I have a string that contains numbers
label1.text = 2,8,11,9,1,12
Now when I replace 1 it replaces 11 too and I don't want that to happen
I would like when I remove something it just remove the specific thing
but 1 will also remove 11
I'm using this for a branchaccess for multiple branch the numbers are the ids of the branch
label1.text = 2,8,11,9,1,12
Dim newstring As String
newstring = Label1.Text.Replace("," & "1", "")
Label1.Text = newstring
Can anyone please help me? Thank you
Provided that there are never spaces between your numbers, you could do something like:
label1.text = "2,8,11,9,1,12"
Dim newstring As String
newstring = label1.Text.Replace(",1,", ",")
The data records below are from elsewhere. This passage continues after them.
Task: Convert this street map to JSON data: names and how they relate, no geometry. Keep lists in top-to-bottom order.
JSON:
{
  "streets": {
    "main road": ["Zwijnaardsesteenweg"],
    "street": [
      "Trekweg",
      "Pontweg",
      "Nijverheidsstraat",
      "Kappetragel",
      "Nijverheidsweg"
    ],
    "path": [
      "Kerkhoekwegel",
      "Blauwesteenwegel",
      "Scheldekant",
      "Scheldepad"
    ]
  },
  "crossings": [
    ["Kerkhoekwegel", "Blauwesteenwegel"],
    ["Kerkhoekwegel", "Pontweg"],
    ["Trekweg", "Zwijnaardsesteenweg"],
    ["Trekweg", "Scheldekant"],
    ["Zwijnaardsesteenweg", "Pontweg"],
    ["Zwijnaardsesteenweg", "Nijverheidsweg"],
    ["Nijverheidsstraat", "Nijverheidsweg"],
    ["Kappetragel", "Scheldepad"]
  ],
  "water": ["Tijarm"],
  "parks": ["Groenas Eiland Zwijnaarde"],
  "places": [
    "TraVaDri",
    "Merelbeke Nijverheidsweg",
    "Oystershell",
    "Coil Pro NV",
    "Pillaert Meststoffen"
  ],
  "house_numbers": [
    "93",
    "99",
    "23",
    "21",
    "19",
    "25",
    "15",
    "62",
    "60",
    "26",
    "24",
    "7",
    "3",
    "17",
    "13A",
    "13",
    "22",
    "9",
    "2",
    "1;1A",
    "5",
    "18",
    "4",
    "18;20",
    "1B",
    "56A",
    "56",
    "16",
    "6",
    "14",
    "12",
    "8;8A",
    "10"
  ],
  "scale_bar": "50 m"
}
If newstring.StartsWith("1,") Then
newstring = newstring.Substring(2)
End If
If newstring.EndsWith(",1") Then
newstring = newstring.Substring(0, newstring.Length - 2)
End If
label1.Text = newstring
This does three things:
Replace instances of ,1, with , (removing 1 and one comma from the middle of the text)
Remove 1, from the start of the string (only if it is there)
Remove ,1 from the end of the string (only if it is there)
You could also use a Regular Expression to achieve the same result, which may be cleaner or more efficient.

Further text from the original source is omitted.